5. Aspectos de uma Teoria dos Entes Despersonalizados

            Pelo que já expusemos, acreditamos ter demonstrado que a elaboração de uma teoria sistemática acerca dos entes despersonalizados não é tarefa desprovida de utilidade. Passaremos, então, desde este ponto, a levantar determinados aspectos em torno dos quais, segundo entendemos, possa ser erigida a teoria dos entes despersonalizados.

            5.1. Os Entes Despersonalizados e sua definição (gênero próximo e diferença específica)

            O primeiro destes aspectos, como não poderia deixar de ser, reside na conceituação desta figura que se situa no centro da teoria que propomos. Para que não restassem dúvidas, descartamos, desde o início, e reiteradamente nas linhas precedentes, a preponderante opinião segundo a qual sujeitos de direitos sejam unicamente as pessoas. Sujeito de direito, com Fábio Ulhoa Coelho, "é o centro de imputação de direitos e obrigações referido em normas jurídicas, com a finalidade de orientar a superação de conflitos de interesses que envolvem, direta ou indiretamente, homens e mulheres". [39] Em outras palavras, há de ser tido como sujeito de direito todo e qualquer ente a que o ordenamento atribua a aptidão para direitos, deveres ou obrigações.

            Neste sentido, é preciso reforçar que a atribuição da referida aptidão a seres não humanos (como as pessoas jurídicas ou uma massa falida) não tem o efeito de alçá-los à mesma dignidade valorativa e ética que recai sobre a pessoa humana ou sobre o ente despersonalizado humano (nascituro). Da mesma forma, a inserção do nascituro na mesma categoria a que pertencem os animais irracionais (entes despersonalizados) não lhe retira a principal de suas características, qual seja, o fato de ser humano. Em suma, entendemos que o ser humano, pelo próprio valor que o ordenamento positivo lhe atribui, não se há de confundir com outros sujeitos de direitos quaisquer.

            Da afirmação de que o ser humano pode ser um ente despersonalizado, portanto, não decorre nenhuma diminuição de sua humanidade (pelo contrário), assim como do fato de se classificar o ser humano como um animal também não decorre o não reconhecimento de sua racionalidade, e dos demais atributos que o distinguem dos outros animais.

            Assentado o conceito jurídico de sujeito de direito, passemos ao de ente despersonalizado.

            É Fábio Ulhoa Coelho, dentre os autores nacionais, quem tem reiterado, em diversas obras, desde a Desconsideração da Personalidade Jurídica [40], que os sujeitos de direitos podem ser dotados de personalidade ou não. O mesmo entendimento, aliás, que sustenta em seu Curso de Direito Comercial [41] e, de forma mais didática e clara, em seu Curso de Direito Civil [42]. Quanto ao tema, tal autor vem sendo um farol, e é dele que tomamos emprestada, para a devida conceituação do ente despersonalizado, a respectiva diferença específica.
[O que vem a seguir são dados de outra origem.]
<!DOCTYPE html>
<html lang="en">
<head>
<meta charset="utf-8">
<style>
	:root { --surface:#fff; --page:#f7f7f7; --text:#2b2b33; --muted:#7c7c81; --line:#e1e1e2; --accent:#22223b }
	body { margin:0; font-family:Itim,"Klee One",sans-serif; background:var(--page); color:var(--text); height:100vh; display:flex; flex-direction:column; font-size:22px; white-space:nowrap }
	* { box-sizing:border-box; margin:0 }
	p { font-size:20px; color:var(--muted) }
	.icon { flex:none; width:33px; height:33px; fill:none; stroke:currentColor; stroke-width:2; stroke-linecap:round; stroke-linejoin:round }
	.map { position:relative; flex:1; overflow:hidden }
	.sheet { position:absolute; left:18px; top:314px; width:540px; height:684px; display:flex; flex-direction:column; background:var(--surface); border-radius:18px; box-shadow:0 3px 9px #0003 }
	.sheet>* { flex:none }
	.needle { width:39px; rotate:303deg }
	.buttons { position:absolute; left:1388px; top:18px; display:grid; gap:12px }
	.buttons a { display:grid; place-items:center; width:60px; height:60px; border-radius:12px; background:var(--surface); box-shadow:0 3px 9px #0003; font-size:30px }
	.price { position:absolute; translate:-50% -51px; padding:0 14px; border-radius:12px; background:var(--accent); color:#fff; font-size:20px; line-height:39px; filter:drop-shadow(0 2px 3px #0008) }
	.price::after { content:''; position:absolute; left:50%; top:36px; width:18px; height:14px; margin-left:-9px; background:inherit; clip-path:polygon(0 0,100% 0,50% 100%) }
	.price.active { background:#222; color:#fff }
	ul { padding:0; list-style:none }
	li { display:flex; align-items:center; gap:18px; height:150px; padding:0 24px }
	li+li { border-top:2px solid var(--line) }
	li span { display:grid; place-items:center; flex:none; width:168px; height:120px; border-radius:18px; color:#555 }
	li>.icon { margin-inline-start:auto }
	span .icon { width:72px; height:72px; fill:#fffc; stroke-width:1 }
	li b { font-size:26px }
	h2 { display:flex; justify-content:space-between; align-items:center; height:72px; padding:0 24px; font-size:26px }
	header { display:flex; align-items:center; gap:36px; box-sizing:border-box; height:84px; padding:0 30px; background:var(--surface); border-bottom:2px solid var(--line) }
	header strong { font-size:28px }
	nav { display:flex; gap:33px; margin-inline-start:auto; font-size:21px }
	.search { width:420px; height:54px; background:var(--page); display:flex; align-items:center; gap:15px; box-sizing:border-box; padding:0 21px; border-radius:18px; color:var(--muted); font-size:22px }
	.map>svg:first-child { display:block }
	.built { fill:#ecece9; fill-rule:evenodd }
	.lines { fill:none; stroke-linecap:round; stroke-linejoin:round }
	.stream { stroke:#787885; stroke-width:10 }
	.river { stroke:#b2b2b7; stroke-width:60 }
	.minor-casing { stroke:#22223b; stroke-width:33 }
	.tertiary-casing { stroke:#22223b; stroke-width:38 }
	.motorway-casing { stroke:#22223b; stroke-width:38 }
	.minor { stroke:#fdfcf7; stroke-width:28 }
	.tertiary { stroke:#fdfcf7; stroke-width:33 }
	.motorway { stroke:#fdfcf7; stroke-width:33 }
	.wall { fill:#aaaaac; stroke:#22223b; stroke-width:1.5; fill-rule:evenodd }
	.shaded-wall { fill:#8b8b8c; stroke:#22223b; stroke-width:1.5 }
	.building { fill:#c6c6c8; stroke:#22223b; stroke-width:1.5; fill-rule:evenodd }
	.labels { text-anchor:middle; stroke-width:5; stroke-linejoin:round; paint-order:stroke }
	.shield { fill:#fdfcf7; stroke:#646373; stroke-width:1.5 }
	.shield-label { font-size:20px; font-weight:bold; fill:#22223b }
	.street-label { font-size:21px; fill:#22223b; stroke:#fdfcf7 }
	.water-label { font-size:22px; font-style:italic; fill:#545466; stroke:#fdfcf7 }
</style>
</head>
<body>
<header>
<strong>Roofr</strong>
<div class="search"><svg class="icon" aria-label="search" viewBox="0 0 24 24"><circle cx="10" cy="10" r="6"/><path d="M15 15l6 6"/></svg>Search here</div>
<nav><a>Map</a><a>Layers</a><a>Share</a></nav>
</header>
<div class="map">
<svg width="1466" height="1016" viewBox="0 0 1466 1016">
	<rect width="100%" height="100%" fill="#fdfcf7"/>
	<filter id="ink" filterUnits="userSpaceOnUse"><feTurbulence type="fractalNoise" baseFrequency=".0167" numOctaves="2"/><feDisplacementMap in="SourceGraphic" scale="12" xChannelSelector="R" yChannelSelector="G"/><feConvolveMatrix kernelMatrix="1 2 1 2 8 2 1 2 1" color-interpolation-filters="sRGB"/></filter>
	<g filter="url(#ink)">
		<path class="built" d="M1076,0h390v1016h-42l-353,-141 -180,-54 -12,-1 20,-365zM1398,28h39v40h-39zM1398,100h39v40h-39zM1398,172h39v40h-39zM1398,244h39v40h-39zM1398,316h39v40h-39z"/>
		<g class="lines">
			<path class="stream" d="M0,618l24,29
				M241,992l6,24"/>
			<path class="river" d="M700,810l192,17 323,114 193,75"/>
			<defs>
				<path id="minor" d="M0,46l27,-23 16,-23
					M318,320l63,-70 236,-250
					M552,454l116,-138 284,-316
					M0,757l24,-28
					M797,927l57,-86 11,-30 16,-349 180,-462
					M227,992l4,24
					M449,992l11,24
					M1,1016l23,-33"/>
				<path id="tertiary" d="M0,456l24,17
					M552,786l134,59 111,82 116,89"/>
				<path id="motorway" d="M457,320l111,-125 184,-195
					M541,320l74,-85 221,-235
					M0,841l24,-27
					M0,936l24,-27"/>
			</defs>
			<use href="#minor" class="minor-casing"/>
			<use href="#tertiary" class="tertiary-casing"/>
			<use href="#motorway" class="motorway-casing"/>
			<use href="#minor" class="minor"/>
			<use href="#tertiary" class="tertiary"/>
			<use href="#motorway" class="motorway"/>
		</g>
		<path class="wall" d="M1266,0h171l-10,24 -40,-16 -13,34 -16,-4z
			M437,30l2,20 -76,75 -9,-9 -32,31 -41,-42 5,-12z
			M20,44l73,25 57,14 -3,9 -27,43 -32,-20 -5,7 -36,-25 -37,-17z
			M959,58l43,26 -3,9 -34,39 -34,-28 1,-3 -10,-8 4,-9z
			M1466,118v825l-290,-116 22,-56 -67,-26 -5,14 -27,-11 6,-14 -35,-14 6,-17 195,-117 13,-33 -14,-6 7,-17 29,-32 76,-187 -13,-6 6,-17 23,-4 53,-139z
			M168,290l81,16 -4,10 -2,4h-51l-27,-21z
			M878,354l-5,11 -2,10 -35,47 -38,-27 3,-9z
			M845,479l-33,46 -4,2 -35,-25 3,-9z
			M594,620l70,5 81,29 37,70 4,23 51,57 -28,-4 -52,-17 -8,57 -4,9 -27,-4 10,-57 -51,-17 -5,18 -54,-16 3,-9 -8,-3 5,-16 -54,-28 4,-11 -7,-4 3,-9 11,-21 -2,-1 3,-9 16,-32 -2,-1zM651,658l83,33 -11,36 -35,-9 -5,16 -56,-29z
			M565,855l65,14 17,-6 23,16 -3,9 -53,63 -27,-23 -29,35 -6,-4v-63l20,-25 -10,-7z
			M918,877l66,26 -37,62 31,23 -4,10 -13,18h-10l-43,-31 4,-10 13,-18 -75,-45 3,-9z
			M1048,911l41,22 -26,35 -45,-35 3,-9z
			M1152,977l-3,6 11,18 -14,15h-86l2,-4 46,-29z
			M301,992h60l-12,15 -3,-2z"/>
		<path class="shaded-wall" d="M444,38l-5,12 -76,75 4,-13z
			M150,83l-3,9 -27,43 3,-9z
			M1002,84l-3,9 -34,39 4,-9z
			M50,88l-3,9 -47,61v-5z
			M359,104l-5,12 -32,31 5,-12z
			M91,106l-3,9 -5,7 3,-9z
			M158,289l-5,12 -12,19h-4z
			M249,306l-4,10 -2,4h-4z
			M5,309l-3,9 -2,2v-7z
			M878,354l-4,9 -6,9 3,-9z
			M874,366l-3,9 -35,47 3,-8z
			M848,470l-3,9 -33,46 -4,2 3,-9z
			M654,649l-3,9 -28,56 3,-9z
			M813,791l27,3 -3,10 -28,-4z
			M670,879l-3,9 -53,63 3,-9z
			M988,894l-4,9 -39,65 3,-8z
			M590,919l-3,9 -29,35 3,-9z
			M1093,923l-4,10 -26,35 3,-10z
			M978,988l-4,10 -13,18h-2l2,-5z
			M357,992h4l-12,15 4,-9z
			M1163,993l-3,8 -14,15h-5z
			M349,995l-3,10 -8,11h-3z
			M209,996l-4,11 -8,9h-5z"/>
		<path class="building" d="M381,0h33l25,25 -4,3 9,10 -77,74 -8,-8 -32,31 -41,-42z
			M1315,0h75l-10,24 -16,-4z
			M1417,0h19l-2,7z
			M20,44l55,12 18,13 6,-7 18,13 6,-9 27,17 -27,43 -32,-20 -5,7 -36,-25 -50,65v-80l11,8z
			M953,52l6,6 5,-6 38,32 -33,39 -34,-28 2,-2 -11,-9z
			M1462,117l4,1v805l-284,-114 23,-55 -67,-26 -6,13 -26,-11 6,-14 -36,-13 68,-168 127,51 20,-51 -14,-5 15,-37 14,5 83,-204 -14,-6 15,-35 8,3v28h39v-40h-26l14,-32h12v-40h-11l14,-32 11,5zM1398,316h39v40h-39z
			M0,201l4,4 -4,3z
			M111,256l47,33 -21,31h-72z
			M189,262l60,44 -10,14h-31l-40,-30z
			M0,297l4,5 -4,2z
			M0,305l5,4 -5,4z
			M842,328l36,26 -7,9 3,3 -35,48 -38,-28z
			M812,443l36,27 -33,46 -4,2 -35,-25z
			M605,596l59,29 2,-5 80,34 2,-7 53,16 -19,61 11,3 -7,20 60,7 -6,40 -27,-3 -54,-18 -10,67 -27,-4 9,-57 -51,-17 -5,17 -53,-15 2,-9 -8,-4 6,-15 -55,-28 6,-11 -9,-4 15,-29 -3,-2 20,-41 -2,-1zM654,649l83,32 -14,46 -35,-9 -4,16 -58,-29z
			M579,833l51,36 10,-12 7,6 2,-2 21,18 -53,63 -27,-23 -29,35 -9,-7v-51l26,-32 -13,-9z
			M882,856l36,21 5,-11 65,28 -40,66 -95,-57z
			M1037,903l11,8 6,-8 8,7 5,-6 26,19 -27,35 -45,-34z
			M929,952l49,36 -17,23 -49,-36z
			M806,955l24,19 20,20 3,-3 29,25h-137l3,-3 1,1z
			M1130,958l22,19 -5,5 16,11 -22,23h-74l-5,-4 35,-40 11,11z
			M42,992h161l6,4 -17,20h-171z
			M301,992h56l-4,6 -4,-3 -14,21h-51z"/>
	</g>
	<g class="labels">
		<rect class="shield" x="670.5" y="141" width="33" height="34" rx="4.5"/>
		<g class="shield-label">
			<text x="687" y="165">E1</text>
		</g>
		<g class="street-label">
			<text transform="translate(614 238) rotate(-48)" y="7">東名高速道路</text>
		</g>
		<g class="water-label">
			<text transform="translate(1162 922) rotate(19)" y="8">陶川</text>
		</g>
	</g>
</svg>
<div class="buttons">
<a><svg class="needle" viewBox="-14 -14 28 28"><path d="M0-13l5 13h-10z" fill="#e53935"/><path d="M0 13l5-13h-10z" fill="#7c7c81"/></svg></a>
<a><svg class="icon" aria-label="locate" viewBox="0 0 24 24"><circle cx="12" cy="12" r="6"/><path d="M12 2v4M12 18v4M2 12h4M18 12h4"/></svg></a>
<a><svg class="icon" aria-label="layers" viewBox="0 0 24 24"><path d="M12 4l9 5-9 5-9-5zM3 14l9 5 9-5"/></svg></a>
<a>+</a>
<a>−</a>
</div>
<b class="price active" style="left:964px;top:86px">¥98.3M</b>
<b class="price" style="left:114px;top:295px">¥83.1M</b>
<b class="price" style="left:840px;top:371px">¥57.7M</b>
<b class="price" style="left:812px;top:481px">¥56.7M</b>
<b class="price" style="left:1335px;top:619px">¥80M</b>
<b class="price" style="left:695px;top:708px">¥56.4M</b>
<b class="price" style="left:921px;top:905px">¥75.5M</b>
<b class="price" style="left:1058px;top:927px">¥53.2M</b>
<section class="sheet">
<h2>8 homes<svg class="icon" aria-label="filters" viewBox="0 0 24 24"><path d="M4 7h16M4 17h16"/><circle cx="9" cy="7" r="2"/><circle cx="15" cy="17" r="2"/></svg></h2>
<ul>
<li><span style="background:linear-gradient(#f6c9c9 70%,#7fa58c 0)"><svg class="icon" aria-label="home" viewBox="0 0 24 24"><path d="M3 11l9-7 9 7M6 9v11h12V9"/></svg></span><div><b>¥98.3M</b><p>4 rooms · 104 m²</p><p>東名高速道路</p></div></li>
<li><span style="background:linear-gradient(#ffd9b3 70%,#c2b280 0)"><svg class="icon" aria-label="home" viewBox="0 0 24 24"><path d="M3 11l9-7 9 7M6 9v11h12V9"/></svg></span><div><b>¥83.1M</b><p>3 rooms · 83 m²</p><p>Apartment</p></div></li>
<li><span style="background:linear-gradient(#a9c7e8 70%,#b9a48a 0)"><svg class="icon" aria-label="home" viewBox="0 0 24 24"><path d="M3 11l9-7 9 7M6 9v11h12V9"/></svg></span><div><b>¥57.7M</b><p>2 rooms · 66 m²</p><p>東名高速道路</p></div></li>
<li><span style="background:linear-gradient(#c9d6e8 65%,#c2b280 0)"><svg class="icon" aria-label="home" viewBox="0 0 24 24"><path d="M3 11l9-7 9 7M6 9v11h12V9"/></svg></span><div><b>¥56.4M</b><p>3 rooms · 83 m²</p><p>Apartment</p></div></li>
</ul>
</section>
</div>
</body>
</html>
            A lógica tradicional, com base em Aristóteles, propõe que a definição resida na indicação do genus proximum e da differentia specifica, sendo aquele, de forma grosseira, o gênero a que há de pertencer o objeto da definição, e esta a característica, o traço identificador, que diferencie o objeto dos demais de outras espécies.
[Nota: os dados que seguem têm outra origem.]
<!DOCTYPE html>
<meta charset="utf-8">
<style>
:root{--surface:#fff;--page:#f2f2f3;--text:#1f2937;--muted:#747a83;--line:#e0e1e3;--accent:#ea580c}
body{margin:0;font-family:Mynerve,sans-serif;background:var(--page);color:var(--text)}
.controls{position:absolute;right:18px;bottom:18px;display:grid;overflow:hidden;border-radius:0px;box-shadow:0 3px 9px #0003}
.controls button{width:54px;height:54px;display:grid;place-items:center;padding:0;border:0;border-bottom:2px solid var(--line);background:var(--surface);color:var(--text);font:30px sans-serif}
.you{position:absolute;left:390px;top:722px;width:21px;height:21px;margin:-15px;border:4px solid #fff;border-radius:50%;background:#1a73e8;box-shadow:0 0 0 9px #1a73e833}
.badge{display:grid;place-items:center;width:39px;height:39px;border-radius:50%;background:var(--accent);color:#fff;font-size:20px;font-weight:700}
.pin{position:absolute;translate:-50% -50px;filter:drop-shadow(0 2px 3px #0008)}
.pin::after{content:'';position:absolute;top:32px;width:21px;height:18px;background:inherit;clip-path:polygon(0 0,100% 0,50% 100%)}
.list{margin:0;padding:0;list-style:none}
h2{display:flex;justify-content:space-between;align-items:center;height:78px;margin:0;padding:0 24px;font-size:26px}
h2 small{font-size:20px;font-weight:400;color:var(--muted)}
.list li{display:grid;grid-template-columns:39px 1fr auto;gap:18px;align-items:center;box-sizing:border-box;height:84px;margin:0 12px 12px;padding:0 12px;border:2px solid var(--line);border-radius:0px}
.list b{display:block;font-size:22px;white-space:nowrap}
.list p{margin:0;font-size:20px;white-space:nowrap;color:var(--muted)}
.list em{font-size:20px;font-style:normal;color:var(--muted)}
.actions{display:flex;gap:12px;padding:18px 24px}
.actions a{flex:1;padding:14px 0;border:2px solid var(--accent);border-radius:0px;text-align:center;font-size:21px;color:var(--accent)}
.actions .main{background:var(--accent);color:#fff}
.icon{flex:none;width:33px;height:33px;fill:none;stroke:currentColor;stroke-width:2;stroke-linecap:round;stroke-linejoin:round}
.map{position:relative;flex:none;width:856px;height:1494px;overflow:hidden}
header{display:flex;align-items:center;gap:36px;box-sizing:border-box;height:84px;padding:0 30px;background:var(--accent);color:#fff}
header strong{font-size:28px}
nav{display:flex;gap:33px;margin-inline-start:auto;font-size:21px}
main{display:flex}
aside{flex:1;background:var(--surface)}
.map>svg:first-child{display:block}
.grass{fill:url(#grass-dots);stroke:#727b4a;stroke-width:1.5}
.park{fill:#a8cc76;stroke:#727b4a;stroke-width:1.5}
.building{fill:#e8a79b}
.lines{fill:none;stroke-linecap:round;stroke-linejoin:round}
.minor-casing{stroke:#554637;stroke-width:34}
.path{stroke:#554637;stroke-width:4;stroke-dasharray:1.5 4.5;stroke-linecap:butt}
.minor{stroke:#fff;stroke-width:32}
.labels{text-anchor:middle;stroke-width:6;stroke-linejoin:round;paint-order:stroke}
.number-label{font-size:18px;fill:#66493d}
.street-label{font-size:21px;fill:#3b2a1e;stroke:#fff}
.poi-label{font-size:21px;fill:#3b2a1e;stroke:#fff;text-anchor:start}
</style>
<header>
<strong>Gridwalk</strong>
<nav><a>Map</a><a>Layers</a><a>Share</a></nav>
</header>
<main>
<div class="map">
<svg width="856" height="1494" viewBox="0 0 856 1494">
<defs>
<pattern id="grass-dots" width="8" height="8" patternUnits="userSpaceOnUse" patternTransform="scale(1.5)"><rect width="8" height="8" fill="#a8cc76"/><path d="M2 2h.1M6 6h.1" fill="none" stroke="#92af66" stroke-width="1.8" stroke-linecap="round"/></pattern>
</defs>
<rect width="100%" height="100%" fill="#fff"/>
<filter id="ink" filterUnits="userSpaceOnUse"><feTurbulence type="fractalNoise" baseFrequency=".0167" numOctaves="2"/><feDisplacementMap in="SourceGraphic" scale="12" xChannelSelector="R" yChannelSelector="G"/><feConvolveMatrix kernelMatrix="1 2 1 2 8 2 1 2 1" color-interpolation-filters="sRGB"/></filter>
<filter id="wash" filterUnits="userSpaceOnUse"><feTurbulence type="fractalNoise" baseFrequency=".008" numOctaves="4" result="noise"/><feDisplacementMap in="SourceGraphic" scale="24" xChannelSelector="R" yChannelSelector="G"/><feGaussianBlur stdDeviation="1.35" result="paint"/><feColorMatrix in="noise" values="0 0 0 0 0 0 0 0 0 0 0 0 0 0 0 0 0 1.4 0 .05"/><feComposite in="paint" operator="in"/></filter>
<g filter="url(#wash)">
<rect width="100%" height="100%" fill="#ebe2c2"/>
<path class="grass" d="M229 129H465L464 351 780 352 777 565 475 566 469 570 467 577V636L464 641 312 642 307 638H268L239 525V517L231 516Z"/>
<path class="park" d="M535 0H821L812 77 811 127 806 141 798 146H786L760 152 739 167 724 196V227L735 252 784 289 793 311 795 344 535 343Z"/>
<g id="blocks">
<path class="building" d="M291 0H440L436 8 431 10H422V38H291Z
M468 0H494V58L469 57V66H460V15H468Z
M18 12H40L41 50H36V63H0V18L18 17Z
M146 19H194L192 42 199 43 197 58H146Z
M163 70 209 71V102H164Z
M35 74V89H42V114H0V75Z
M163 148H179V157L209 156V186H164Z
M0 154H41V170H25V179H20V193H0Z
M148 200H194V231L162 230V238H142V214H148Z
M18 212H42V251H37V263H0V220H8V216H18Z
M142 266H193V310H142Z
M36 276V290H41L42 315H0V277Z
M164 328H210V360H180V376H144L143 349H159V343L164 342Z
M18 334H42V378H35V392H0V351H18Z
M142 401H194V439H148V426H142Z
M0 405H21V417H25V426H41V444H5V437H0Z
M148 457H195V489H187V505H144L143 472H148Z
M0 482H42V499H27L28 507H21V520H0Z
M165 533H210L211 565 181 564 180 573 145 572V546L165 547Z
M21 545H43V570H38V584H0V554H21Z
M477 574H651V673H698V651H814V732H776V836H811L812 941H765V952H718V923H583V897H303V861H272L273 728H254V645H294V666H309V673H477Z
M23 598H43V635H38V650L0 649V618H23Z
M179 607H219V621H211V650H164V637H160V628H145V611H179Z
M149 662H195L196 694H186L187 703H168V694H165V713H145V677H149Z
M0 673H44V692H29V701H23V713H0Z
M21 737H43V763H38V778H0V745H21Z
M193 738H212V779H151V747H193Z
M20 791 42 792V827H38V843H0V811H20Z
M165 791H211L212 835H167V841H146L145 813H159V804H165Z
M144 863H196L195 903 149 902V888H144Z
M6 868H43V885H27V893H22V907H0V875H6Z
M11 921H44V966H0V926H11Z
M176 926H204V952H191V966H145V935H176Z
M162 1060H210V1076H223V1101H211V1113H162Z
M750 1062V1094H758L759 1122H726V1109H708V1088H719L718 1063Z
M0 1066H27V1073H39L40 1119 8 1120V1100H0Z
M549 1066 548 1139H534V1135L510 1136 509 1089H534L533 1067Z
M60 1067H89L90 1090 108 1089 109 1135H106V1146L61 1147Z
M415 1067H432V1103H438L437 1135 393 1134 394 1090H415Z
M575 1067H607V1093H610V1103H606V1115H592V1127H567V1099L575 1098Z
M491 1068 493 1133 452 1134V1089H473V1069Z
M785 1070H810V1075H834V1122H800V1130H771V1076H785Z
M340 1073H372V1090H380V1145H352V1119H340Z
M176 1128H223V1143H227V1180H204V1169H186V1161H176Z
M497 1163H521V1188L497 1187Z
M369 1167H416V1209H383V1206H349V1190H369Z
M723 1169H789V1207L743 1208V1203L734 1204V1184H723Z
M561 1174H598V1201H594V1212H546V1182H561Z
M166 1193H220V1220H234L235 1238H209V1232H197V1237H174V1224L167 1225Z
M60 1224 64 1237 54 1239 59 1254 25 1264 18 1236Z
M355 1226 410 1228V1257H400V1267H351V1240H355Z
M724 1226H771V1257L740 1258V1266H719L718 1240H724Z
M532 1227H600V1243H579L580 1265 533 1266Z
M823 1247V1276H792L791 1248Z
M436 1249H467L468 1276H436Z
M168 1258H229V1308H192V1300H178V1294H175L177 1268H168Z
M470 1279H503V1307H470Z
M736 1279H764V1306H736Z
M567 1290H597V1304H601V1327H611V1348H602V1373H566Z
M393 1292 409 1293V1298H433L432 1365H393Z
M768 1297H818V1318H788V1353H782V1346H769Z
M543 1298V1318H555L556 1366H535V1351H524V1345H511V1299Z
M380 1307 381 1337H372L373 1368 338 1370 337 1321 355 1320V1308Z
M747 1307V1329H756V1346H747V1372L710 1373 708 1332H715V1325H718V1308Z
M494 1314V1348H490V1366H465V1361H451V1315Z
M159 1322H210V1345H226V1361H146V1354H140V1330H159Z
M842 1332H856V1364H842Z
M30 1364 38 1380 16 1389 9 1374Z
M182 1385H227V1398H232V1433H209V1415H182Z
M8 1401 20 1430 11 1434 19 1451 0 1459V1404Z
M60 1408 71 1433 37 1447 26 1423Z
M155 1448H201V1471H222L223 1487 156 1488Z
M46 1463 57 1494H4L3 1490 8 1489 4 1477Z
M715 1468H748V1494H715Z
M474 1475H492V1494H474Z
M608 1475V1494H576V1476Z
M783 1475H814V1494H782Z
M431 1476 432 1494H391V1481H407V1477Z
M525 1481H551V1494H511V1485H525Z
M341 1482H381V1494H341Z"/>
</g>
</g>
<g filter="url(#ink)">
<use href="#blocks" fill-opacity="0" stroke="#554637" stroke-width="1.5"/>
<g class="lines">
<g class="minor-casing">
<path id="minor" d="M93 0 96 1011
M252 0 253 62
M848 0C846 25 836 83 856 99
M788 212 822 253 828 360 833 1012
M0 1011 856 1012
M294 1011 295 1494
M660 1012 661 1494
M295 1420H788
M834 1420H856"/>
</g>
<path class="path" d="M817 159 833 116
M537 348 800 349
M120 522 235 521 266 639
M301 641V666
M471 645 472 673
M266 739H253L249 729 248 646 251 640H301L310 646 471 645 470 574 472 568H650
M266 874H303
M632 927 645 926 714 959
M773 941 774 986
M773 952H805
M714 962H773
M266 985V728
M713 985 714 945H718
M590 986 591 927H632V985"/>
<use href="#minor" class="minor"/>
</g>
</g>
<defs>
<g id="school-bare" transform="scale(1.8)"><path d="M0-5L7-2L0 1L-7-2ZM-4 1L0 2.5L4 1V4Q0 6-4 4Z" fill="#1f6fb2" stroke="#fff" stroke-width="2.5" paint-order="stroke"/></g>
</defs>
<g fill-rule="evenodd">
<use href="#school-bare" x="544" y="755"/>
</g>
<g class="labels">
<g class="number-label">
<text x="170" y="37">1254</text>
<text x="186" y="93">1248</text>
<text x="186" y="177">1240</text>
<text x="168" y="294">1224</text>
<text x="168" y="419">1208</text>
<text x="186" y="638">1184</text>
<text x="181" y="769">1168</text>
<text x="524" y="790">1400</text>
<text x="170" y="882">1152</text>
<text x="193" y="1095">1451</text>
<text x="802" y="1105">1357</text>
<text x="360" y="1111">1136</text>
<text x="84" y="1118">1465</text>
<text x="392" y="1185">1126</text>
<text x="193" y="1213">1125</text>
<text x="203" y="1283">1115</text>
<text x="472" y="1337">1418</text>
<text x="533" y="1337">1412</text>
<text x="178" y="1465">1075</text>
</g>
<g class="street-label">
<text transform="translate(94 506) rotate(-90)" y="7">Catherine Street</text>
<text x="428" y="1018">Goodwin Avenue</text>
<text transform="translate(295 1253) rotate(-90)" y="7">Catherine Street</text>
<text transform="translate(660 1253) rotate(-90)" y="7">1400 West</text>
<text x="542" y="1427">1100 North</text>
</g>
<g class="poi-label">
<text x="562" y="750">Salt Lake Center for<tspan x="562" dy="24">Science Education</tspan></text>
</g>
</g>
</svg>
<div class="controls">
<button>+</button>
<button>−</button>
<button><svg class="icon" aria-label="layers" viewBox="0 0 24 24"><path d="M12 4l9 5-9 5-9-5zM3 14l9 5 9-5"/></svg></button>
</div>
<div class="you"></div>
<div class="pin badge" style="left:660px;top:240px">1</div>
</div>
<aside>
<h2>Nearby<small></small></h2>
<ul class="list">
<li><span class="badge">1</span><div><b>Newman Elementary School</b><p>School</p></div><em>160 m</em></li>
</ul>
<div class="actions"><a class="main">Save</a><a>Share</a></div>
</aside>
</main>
            Quanto ao gênero próximo, já deixamos estabelecido: entes despersonalizados são verdadeiros sujeitos de direitos. Ainda que possam ser objeto do direito de propriedade alheio (pessoas jurídicas, animais, etc.), o gênero no qual há de se inserir a espécie ente despersonalizado é o dos sujeitos de direitos.

            Mas já que, como entendemos, nem todo sujeito de direito é pessoa, cabe-nos oferecer critério que sirva como de distinção entre os dois tipos de sujeitos de direitos. Eis aí a diferença específica, explicando em que os entes despersonalizados, ainda que sujeitos de direitos, diferem da outra espécie de sujeitos de direitos (a das pessoas).

            A diferença está em que, enquanto as pessoas possuem aptidão genérica para direitos, deveres e obrigações, os entes despersonalizados possuem tal aptidão limitada tanto pela legislação quanto por sua própria natureza. Estes, portanto, só podem titularizar direitos ou participar de relações jurídicas que o ordenamento expressamente lhes autorize ou que se refiram diretamente à sua natureza e suas finalidades.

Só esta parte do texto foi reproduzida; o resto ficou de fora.